Aqueles que defendem o chamado “Estado Social” laboram num erro grosseiro: estão convencidos de que ele é pago pelos ricos a quem "foi imposto pela justa luta das classes trabalhadoras".
A verdade dos números é bem diferente: quem paga o “Estado Social” são os próprios trabalhadores já que, no conjunto, pagam muito mais em impostos e todo o tipo de contribuições do que recebem do “Estado Social”.
Nas últimas semanas, com a “zanga das comadres”, os jornais deram-nos abundante material para esboçar uma lista dos destinos que têm sido dados à diferença entre aquilo que os trabalhadores pagam ao Estado e aquilo que dele recebem:
- Obras públicas que custam três ou quatro vezes mais do que o valor orçamentado (a Casa da Música, no Porto, é apenas o último e significativo exemplo)
- Medicamentos e exames de diagnóstico comprados em excesso e por preços leoninos (em 2002 foram gastos pelo SNS nestes artigos 2.774 milhões de euros, ou seja 556 milhões de contos)

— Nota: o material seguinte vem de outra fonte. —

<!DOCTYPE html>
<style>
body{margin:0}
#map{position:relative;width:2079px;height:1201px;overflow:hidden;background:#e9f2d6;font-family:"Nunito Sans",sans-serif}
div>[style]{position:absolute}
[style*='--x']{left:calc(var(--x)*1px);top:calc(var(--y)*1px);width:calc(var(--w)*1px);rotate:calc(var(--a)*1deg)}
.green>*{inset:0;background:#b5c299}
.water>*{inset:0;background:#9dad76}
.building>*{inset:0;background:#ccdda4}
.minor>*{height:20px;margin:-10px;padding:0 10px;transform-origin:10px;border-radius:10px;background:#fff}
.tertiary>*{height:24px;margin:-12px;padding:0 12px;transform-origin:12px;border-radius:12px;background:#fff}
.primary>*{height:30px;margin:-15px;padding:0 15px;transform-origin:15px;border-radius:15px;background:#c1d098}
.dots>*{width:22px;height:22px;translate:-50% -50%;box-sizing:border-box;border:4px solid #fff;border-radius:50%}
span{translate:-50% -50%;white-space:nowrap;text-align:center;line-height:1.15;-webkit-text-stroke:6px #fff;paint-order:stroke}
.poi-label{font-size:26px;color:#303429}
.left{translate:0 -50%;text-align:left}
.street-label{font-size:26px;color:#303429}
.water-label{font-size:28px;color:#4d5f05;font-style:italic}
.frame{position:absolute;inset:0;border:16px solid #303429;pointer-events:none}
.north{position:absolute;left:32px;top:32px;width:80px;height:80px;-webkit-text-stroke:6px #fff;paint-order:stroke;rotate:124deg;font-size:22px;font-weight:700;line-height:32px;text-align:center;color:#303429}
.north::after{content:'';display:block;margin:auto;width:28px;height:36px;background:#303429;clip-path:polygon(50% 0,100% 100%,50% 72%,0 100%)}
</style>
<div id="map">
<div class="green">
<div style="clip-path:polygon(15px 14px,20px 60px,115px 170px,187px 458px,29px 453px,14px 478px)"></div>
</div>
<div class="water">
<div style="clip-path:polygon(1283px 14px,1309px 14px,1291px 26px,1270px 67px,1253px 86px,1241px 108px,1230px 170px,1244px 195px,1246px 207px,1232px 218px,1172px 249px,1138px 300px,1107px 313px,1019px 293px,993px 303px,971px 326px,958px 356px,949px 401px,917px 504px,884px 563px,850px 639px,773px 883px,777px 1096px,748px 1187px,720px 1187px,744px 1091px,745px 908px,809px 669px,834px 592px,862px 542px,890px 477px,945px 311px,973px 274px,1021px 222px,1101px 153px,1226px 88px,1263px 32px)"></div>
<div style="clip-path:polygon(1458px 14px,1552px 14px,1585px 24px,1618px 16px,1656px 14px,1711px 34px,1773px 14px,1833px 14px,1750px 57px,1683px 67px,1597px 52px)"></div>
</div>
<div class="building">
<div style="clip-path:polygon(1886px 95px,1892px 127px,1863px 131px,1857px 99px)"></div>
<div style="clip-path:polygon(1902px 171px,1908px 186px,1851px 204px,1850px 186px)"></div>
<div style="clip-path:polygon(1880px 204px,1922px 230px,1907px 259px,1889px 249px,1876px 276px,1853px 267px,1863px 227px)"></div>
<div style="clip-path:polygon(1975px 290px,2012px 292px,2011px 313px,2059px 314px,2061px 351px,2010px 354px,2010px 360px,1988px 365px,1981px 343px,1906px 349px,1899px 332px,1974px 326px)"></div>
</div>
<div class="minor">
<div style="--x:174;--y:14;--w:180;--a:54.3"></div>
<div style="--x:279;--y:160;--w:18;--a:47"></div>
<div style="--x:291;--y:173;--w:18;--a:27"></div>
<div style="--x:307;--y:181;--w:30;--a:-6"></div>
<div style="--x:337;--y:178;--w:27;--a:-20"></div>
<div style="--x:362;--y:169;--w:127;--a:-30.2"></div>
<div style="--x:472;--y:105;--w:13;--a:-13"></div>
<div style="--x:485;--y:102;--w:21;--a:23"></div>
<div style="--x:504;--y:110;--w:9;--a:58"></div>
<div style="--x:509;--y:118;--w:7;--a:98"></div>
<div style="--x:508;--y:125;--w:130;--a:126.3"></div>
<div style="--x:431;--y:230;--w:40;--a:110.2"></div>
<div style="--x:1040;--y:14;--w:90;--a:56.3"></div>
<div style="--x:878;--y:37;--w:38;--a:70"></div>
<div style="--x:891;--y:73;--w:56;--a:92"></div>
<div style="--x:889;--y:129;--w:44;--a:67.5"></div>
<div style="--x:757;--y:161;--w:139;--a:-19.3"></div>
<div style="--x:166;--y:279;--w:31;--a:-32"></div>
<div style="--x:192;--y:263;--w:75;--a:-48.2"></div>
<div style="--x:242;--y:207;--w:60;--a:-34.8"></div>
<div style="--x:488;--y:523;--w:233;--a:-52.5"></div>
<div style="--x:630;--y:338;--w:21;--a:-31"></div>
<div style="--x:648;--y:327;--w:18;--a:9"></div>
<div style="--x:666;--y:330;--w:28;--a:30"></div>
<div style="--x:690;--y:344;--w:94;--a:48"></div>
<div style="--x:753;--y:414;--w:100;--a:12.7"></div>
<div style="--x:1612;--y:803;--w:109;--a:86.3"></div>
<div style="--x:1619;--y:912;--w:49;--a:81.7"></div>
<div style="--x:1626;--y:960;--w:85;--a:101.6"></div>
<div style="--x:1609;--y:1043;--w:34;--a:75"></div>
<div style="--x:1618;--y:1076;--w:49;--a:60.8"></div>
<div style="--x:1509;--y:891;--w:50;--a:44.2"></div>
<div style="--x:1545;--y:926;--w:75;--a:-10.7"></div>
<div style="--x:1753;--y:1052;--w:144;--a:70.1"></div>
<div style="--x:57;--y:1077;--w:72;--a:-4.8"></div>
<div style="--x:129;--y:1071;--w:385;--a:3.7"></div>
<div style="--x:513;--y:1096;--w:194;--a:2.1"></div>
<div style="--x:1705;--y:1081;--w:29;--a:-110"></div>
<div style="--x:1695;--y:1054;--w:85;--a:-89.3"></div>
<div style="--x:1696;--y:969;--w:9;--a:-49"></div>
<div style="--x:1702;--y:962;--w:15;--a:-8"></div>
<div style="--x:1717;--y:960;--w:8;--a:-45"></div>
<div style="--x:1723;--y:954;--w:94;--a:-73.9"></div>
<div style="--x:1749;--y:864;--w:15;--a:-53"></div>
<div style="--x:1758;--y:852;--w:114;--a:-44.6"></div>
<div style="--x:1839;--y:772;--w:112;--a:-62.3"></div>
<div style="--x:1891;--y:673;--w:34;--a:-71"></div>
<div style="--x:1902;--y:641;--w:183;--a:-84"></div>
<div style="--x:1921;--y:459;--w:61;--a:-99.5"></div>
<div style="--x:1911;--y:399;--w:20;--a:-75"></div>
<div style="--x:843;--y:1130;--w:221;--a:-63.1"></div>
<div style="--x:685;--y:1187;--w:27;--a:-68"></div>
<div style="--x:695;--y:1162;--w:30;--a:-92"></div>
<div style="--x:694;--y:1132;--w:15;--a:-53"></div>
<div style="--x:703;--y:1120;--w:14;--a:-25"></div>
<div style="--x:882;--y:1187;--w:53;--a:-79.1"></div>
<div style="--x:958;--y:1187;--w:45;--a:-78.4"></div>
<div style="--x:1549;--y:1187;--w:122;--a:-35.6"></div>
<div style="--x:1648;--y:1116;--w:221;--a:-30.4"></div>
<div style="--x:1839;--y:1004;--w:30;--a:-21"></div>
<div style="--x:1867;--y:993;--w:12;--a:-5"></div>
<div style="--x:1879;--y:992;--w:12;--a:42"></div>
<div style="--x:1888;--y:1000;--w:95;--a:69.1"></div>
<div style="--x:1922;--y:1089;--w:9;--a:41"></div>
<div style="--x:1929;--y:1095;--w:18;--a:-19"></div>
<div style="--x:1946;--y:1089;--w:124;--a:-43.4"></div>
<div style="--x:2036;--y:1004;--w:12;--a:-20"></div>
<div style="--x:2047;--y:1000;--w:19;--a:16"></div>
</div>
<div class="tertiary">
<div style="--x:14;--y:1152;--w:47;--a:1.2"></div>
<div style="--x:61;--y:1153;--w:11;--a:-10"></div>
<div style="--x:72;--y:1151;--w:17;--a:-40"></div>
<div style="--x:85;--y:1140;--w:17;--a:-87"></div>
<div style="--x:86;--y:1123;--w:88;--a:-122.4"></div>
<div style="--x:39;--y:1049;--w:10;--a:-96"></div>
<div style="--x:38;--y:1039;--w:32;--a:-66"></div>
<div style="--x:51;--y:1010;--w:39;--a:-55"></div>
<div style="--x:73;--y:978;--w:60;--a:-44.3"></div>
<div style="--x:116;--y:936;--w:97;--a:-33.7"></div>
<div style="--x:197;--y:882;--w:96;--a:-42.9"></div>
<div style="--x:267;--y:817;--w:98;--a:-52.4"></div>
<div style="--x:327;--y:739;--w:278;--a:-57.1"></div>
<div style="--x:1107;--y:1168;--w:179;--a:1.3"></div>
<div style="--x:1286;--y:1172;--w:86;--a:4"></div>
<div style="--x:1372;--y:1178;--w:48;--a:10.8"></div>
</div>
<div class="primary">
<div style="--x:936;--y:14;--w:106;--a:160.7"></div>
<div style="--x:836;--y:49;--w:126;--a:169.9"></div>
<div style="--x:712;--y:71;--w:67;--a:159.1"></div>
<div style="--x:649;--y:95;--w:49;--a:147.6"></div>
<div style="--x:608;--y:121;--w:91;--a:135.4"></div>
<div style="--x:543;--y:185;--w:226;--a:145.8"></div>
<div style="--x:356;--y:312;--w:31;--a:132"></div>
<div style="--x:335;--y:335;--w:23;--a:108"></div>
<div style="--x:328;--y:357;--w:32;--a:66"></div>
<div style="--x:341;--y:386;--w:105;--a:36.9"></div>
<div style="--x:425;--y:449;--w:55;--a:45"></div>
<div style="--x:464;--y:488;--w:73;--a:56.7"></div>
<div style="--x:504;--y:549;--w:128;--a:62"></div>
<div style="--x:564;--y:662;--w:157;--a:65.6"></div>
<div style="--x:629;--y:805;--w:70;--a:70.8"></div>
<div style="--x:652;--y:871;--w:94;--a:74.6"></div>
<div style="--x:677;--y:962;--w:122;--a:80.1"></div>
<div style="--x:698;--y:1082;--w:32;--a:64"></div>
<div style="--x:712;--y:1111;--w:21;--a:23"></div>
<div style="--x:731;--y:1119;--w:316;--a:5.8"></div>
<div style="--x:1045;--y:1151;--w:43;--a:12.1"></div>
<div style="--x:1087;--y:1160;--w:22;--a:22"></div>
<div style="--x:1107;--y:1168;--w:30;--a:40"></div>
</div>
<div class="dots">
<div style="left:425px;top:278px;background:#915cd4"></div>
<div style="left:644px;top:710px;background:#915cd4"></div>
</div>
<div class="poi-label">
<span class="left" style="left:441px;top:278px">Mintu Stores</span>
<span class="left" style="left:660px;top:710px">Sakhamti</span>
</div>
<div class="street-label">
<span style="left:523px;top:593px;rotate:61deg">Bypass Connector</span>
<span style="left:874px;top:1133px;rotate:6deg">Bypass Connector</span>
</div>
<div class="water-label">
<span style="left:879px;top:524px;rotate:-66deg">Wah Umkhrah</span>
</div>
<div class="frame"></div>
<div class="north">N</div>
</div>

- Ordenados exorbitantes de gestores de empresas públicas que os próprios se auto-atribuem (sempre acompanhados de uma miríade de complementos como cartões de crédito, seguros de vida, prémios de gestão, despesas de representação 14 meses por ano e outros)
- Pensões de reforma cujos elevados montantes não têm qualquer correspondência com os descontos efectuados pelos beneficiários (o caso do Ministro das Finanças, reformado ao fim de seis anos de trabalho e com 48 de idade, é apenas um entre milhares).
- As propinas escolares, o custo dos cuidados médicos e de todos os outros serviços prestados pelo estado aos estratos sociais ou profissionais cuja fuga ao fisco é encapotadamente tolerada (como é o caso da maior parte das profissões liberais e certos estratos do empresariado).
- Os múltiplos ordenados dos “eleitos locais” obtidos nas empresas municipais por eles criadas
- As subvenções mensais vitalícias e subsídios de reintegração atribuídas aos políticos.
- As contribuições da República para os partidos políticos
- Os ordenados dos funcionários públicos excedentários que, em muitos casos, foram admitidos apenas por serem filhos ou afilhados do “senhor Director Geral” quando não sobrinhos da porteira.
- Os custos de serviços do Estado redundantes, ou mesmo prejudiciais, que não produzem nada de útil e até contribuem para empatar as iniciativas válidas.
A lista podia ser muito mais longa mas estes casos bastam para configurar aquilo que podemos designar como uma exploração de segundo nível.
Marx explicou a exploração como a apropriação pelos capitalistas da diferença entre o valor produzido e o montante dos salários mas não podia adivinhar que em pleno século XXI um segundo nível de exploração se viria sobrepor.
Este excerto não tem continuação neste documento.